The Othello Community Museum, located at the corner of Third and Larch, will open to the public at 1 p.m. Saturday, June 17. Dr. Richard Bunch will be the guest speaker and will focus on the Radar Air Force Base, which was an integral part of Othello for many years.

He along with Dr. Kenneth Pershall worked with the base medics to help provide medical services to area residents, as well as Air Force personnel.
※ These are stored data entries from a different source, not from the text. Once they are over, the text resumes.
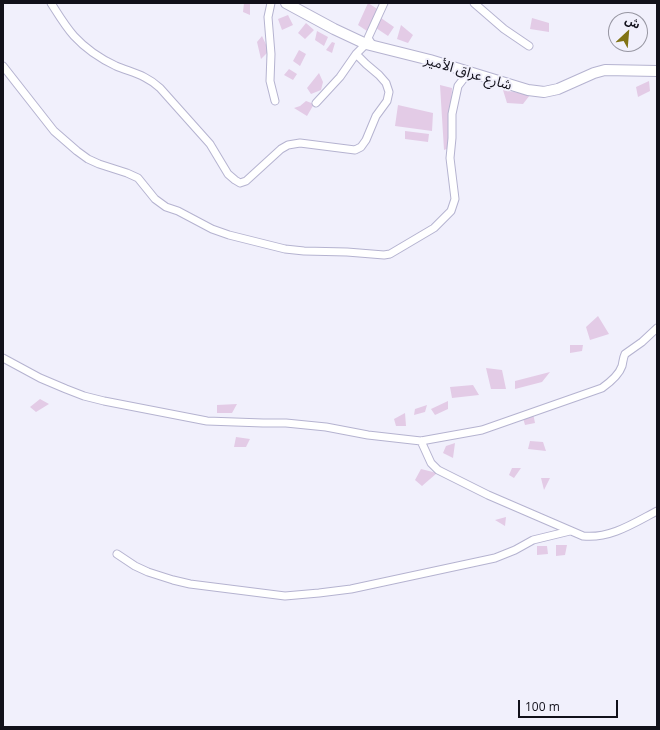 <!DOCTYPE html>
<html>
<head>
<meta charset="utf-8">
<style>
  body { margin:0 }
  #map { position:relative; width:660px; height:730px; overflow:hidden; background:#f1f0fc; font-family:"Open Sans","Noto Sans Arabic",sans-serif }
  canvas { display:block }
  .frame { position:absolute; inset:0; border:4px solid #11101a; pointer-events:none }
  .north { position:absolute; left:608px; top:12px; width:40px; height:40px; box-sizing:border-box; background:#f1f0fc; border:1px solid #9796a2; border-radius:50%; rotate:26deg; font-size:11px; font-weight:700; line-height:16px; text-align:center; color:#11101a }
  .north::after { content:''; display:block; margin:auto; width:14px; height:18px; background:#817315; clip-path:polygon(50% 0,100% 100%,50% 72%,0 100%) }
  .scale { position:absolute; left:518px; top:700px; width:100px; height:18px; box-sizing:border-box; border:2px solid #11101a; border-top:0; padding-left:5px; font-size:12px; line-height:14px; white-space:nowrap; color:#11101a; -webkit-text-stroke:3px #f1f0fc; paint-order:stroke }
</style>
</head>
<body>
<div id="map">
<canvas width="660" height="730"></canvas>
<div class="frame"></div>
<div class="north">ش</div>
<div class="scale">100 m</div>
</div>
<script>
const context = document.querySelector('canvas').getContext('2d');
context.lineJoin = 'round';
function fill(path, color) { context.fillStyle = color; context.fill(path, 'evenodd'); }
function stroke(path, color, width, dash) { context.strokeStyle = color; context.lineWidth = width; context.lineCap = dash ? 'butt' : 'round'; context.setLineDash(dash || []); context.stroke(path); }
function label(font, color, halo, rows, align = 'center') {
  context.font = font + ' "Open Sans","Noto Sans Arabic",sans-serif'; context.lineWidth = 4; context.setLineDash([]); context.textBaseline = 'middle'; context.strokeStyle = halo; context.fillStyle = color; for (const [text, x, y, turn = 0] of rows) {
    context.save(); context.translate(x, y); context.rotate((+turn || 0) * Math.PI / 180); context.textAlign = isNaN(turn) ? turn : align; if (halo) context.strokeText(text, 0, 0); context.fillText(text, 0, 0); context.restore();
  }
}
const building = new Path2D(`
  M244,3H250V15L243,12Z
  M368,3L379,10L367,31L358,25Z
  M288,15L293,25L282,30L278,19Z
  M381,18L394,27L388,36L376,28Z
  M532,18L549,23V32L530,29Z
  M306,23L314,30L305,39L298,33Z
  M401,25L413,35L408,43L397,39Z
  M317,31L328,37L324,46L315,40Z
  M262,36L269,51L261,59L257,42Z
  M332,42L335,43L332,53L326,50Z
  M299,50L306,54L300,66L293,61Z
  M289,69L297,74L293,80L284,75Z
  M319,73L323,82L321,90L311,94L307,88Z
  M649,81L650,91L638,97L636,87Z
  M440,85L452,88L449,148L444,150Z
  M503,90L530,95L523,104L507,103Z
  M306,101L314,104L307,116L294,108L300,106Z
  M398,105L433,113L432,131L395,126Z
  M405,131L429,134L428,142L405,139Z
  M598,316L609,334L590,340L586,327Z
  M570,345H583L582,351L570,353Z
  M486,368L502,370L506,389H491Z
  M550,372L542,382L515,389V381Z
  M473,385L479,395L452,398L450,387Z
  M40,399L49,404L36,412L30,407Z
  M448,401V409L435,415L431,409Z
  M237,404L232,413H217V405Z
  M427,405L425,412L414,415L415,409Z
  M405,413L406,426H396L394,419Z
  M533,413L535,423L525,425L523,418Z
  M236,437L250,439L246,447H234Z
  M530,441L543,442L546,451L528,449Z
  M455,443L453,458L443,453L446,446Z
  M512,468H521L514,478L509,475Z
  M421,469L437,473L422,486L415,480Z
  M541,478H550L544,490Z
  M506,517L505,526L495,520Z
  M556,545H567L565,555L556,556Z
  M537,546H547L548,554L537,555Z`);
const minor = new Path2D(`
  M51,3C58,14 65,26 74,36C85,48 101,59 116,66C133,73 146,75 160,88L210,144L228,174L235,180L240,183L246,181L281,149L288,145L300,143L355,150L361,147L366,140L376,116L387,101L389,92L386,83L379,75L366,64L356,54
  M271,3L268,17L271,54L270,81L275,101
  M474,3L504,29L529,46
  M373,46L368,38L384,3
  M3,66L54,131L77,151L88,159L99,164L127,173L138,178L155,199L166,207L178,211L212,229L229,235L285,249L304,251L347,252L384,255L390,254L434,228L451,211L455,199L450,158L452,138V114L458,86L468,73
  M316,103L340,77L356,54L366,44
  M3,358L40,378L66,389L84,396L104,401L207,421L263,423H286L326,427L368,435L421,441L482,430L602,388C609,383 619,375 622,366C623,362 623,358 625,354L642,342L657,328
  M421,441L431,463L438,470L488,495L583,536C610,539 634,523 657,511
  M117,554L135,566L148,572L173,580L190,584L285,596L319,593L351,589L495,558L515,550L533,540L570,531`);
const secondary = new Path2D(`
  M286,3L334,29L366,44L430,60L528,90L544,92L558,89L594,73L605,70L657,71`);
const streetNames = [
  ["شارع عراق الأمير",468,73,17]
];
fill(building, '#e3cbe6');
stroke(minor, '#b5b3d0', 9);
stroke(secondary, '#b5b3d0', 12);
stroke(minor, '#fff', 7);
stroke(secondary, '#fff', 10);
label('14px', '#11101a', '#f1f0fc', streetNames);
</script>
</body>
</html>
The museum will host a second program in August about the Othello area men and women who fought during World War 11 and highlight some of our soldiers from that time.

Eric Morgan, museum president, said a grant from former resident Dean Kisler and his employer, Johnson and Johnson, will enable museum personnel to paint the interior walls and replace the windows. Kisler, a 1982 Othello High School graduate, has worked at the company for 27 years. He currently resides in Bothell.

Kisler donated $5,000 to the museum via his company’s double match program that encourages employees to give back to their local communities.

“We are so grateful for this funding,” Morgan said. “It is major donations like this that help us get bigger projects done.”

Kisler describes himself as a “person whose heart never left Othello.” He recalls visiting the Othello Community Museum when he was a freshman in high school.

“I looked at an old school attendance book from 1928 where I found the name of my grandfather,” he said. “He had perfect attendance that year.”

Kisler’s great-great-grandparents moved to the Warden area in the late 1890s. They were Germans from Russia. Dean’s parent, Wes and Sandy Kisler moved their family to Othello in 1967 where Wes worked for International Harvester. Dean has an older sister, Kari, who lives in Warsaw, Poland, and a younger brother, Bryce, in Everett. His mother began her teaching career in Warden; she also taught in Othello schools after their move here.

Kisler feels fortunate to have been raised in Othello with support from his family and the community.

“I was active in Key Club, which was a service organization at the high school sponsored by the local Kiwanis Club,” he said. “I learned so much from these community minded leaders.”

Kisler continues to visit his family in Othello.

“I also visit the Othello Museum at least once every summer. The museum is the keeper of our history and such an important asset to the community,” he said. “Years ago, I read the book ‘Sagebrush Homesteads’ by Laura Tice Lage who wrote about the pioneers who established homesteads on the raw sagebrush lands of the Columbia Basin. I was amazed by their fortitude and courage. I’m pleased to be able to help preserve their stories.”